Margaret Reinhart, a senior lecturer at the University of the Sciences who teaches a class on climate change, said a ton of global deforestation happens to make room for livestock. And then there’s the issue that cows themselves produce methane gas — which hastens global warming.

But they get it. Going totally vegan can be overwhelming.

Reinhart recommends you start small: Try a meatless diet just one day a week. Once you’re used to that, scale it up as much as you can.

“By adopting a plant-rich diet, and having at least several days a week where you don’t eat meat,” Reinhart said, “you can reduce up to 50% of your greenhouse gas emissions.”

Drive less

You saw this one coming, right?

All together, cars produce about one-third of the country’s air pollution. Atsu Muto from Temple University’s Department of Earth and Environmental Science is shocked that in a city with ample public transit options, more people haven’t stopped driving.

“I have students who come late to class saying that they couldn’t find a parking spot,” said Muto, whose university has two subway stops and a Regional Rail station just a few blocks from campus. “It’s a little disappointing that not as many people take public transit as often as they could.”

Scientists like Brown-Goodall say transportation “could not be a more important part of this.” Switch to walking, biking and public transit as much as you can, they recommend.

Reduce power usage in your home

Almost three-quarters of Philly’s emissions come from a source you probably wouldn’t expect: Buildings.

“Almost everybody is flabbergasted when we say that 72% of our carbon footprint comes from the built environment,” said Christine Knapp, director of Philly’s Office of Sustainability. “Often that’s usually very invisible, because we don’t think of buildings as polluters.”

How does that happen? The city’s stock of buildings are pretty old, so they’re usually not energy efficient. Plus, Knapp said the city mostly gets electricity made from coal, natural gas and other dirty sources.

Even renters can help with this one. If you take small steps, like weatherizing your doors and windows, you’ll save on heating and cooling costs and help the planet: “It’s almost easily achievable for any home to reduce energy use by 20% without doing any heavy lifting,” Knapp said.

If you have some extra cash to spare each month, Reinhart recommended switching from PECO to a renewable energy provider. You can find some options for that and explore prices here.

Go thrifting

One of the single most harmful industries for our planet is fast fashion — the quick, cheap stores like Forever 21 where you pick up affordable but crappily made clothes that don’t last long. Experts estimate companies like this make up 10% of global carbon emissions.
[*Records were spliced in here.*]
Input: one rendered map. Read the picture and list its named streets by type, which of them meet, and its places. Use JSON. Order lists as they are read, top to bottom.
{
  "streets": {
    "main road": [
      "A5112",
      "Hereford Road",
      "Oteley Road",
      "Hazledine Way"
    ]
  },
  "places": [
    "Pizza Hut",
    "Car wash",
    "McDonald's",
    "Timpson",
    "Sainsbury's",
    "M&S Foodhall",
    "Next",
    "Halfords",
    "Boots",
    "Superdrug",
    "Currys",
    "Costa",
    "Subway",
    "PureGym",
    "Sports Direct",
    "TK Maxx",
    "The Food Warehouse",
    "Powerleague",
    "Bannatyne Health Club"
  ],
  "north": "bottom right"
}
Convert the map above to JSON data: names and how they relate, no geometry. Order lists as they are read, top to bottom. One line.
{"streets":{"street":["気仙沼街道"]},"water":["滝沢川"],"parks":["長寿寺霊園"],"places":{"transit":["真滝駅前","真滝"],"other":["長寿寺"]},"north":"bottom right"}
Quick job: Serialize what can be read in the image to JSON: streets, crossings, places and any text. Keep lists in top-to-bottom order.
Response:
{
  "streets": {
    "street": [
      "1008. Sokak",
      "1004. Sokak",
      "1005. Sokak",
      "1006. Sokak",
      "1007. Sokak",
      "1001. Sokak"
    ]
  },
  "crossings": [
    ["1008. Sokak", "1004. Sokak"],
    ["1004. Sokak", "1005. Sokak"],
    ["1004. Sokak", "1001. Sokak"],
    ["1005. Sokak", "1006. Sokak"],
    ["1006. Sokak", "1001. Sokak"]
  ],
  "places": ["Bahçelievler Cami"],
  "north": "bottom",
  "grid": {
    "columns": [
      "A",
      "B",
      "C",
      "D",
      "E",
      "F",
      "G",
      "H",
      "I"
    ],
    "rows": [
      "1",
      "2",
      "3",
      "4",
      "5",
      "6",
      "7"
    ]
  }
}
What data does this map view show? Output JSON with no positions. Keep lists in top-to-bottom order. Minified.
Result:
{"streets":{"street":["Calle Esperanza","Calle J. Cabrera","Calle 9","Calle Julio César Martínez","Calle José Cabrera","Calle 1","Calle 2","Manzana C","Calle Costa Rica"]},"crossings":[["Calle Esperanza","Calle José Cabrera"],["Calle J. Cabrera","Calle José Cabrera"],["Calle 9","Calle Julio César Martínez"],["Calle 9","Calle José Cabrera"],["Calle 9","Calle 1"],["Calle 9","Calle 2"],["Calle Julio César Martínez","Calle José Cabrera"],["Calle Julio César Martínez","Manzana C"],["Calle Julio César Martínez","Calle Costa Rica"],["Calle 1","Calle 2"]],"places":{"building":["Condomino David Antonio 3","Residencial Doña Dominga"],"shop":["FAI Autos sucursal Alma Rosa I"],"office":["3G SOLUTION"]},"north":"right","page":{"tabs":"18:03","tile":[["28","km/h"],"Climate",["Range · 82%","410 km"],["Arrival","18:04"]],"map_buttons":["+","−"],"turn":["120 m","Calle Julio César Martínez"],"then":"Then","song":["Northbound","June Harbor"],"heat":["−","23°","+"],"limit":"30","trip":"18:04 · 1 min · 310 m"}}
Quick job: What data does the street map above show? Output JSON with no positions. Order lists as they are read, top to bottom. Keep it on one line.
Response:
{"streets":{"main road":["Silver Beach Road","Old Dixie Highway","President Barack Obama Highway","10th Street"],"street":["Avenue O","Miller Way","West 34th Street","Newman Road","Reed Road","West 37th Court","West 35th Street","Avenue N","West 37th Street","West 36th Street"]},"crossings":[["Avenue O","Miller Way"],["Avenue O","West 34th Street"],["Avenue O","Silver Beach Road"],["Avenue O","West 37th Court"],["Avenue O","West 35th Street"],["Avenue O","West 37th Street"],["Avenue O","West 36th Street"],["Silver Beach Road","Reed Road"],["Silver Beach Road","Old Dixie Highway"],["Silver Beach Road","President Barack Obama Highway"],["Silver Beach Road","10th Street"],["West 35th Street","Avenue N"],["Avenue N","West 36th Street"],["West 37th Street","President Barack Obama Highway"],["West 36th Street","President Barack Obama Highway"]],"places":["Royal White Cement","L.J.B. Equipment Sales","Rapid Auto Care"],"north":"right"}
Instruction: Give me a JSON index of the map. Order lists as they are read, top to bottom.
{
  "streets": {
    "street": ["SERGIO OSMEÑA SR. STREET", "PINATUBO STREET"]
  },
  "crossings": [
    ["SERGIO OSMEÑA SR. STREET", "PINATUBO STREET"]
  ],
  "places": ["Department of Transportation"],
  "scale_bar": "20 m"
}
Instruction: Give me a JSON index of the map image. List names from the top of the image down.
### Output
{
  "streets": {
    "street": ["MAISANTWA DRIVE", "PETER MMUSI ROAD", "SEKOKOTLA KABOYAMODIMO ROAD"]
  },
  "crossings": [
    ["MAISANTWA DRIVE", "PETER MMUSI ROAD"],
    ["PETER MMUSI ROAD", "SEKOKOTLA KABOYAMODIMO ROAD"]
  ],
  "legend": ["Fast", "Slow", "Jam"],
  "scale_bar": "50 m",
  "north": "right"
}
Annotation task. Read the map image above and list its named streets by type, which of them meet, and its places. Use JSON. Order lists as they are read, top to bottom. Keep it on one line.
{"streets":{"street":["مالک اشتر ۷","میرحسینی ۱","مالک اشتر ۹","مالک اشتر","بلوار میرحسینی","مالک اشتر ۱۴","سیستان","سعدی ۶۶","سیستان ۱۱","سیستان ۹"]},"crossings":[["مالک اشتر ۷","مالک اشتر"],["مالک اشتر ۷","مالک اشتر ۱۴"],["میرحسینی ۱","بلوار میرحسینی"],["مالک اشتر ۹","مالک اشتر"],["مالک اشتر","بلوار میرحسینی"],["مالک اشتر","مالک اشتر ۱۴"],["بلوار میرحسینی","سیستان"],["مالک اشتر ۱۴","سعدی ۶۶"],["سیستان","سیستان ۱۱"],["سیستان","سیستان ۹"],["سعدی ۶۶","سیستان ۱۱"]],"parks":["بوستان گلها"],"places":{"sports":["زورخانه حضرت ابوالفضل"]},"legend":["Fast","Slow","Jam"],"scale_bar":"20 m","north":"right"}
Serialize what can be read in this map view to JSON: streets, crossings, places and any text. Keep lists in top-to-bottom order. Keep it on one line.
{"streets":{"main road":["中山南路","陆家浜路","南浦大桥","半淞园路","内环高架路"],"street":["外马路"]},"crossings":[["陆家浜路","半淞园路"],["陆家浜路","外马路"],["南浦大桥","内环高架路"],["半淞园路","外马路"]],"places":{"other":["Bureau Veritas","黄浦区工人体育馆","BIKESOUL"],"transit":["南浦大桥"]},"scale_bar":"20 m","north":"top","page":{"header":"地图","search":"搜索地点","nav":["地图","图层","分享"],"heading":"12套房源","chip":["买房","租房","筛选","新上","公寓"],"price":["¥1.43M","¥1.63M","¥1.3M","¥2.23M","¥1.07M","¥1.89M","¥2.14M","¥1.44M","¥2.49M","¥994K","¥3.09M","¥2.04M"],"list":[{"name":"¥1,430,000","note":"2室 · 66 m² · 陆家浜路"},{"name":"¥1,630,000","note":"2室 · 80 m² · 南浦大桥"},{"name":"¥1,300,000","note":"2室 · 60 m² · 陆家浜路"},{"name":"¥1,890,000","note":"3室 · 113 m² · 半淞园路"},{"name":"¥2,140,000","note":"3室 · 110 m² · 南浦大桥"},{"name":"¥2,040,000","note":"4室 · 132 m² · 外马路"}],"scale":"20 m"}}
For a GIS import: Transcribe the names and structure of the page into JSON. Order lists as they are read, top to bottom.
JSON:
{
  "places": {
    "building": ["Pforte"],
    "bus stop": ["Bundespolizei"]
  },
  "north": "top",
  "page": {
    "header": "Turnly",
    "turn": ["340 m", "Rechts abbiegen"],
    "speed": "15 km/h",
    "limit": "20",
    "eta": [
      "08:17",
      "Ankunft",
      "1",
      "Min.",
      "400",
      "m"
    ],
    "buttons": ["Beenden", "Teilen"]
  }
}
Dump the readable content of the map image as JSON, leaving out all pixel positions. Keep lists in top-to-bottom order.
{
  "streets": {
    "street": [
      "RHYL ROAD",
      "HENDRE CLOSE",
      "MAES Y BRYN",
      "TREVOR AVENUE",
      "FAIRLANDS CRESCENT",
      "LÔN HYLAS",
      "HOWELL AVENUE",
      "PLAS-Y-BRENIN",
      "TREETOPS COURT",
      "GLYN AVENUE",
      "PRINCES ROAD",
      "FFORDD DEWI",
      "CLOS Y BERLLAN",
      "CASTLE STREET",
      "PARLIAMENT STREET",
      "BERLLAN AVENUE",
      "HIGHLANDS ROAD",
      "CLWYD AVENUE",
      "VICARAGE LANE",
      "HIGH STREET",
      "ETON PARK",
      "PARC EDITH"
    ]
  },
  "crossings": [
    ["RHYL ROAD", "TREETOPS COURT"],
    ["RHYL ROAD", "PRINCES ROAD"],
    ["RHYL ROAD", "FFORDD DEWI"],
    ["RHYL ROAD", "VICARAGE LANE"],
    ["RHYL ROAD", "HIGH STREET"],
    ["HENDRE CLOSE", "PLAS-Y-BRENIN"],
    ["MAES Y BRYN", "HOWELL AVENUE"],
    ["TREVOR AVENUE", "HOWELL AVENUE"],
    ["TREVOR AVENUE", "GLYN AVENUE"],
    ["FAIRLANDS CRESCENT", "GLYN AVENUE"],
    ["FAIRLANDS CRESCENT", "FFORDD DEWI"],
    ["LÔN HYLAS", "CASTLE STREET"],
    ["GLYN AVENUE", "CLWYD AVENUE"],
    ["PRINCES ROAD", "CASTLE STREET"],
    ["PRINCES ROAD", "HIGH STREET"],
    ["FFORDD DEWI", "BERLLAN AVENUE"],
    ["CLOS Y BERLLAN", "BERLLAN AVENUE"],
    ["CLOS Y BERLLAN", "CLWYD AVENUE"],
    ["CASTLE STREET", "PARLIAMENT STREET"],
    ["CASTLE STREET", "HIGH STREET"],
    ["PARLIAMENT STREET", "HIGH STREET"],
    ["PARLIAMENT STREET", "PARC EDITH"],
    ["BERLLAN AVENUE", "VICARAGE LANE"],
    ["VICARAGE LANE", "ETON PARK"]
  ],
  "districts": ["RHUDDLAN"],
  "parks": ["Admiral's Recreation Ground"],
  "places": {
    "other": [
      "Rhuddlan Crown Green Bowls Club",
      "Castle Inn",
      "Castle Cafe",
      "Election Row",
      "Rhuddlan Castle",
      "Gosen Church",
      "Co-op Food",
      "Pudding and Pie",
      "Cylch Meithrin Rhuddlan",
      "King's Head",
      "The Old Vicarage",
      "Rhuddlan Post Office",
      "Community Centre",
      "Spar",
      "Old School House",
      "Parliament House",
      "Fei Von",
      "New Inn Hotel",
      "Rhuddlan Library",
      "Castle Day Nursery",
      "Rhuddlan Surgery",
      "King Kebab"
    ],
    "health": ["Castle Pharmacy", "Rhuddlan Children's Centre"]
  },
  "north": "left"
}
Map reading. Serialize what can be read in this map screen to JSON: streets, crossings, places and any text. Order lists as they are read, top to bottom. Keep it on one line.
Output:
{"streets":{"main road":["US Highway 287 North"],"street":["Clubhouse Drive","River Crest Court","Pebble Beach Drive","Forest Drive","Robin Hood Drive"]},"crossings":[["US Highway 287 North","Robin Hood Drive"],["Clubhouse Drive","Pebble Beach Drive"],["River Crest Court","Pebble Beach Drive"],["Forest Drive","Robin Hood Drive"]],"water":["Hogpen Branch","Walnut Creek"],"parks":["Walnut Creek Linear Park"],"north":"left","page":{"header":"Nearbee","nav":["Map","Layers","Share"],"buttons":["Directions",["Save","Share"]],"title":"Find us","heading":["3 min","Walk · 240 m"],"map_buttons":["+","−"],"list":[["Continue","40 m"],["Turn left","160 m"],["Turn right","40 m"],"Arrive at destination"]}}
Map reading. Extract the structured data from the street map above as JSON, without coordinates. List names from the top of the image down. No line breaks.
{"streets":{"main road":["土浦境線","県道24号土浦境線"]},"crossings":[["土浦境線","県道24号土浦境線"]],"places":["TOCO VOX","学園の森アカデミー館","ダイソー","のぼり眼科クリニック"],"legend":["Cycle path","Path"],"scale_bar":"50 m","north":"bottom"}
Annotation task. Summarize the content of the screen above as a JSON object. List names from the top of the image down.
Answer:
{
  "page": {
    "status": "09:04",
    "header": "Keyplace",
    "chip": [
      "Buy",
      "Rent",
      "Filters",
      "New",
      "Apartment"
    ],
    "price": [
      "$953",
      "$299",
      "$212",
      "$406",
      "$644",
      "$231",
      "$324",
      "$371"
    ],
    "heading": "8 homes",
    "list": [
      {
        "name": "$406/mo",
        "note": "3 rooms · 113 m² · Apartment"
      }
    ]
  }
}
“People buy something and they wear it for a single season,” Knapp said. “And it’s just so poorly made that that’s pretty much all it’s intended to be worn for, and then it ends up in a landfill every single year.”

So stop going to those stores! We’re lucky — vintage clothes are almost always in style. Knapp recommends we capitalize on that and thrift as much of our wardrobe as we can.


Almost every scientist Billy Penn interviewed agreed on what they called the single most impactful action you can take against climate change: Voting.

Elected officials have the power to institute environmentally friendly changes on a larger scale than most individuals. That’s why Philly’s climate experts ask that you stay politically engaged.

“Call your damn representative,” Valletta said. “And vote for politicians that actually have the ability to change the laws, make restrictions on greenhouse gas emissions and cut funding for fossil fuels.”

Meanwhile, prepare for climate change

To some extent, we’ve already reached a point of no return. So while we try to lessen our impact on the environment, we also need to prepare for the inevitable.

“You can prepare for climate change,” said Richard Johnson, director of Climate Year, a program at Drexel’s Academy of Natural Sciences. “Philadelphia is getting hotter and it’s getting wetter. Understanding that those are our local impacts of climate change, you can tailor what you do to prepare.”

Since it’s getting hotter, you’ll want to start investing in cooling elements in and around your home. Think installing air conditioners and fans and planting trees outside. “That stuff that’s going to cool your environment is going to help,” Johnson said.

Understand that as time goes on, rains are probably going to be heavier and last longer. Expect your basement to flood more, and move important items upstairs.

And then tell all your friends what you’re doing

The biggest change comes from collective action, so when you start making lifestyle changes, try to get people you know on board with you.

Approach your loved ones in a friendly way, without judgment, to try to tell them new ways they might be able to help the environment. Valletta recommends using topics you know the specific person would be interested in — whether it’s more flooding in Philadelphia or changes to hunting season in central Pennsylvania.

“Leave the conversation with a definite ask, like, ‘We’ve both come to the conclusion that we care about the environment, and here’s what we can do together,’” Valletta said. “It’s a big, overwhelming challenge but we can do something about it together.”

Michaela Winberg is a general assignment reporter at Billy Penn. She covers LGBTQ people and culture, public spaces, and transportation and mobility. She also sometimes produces radio and web features...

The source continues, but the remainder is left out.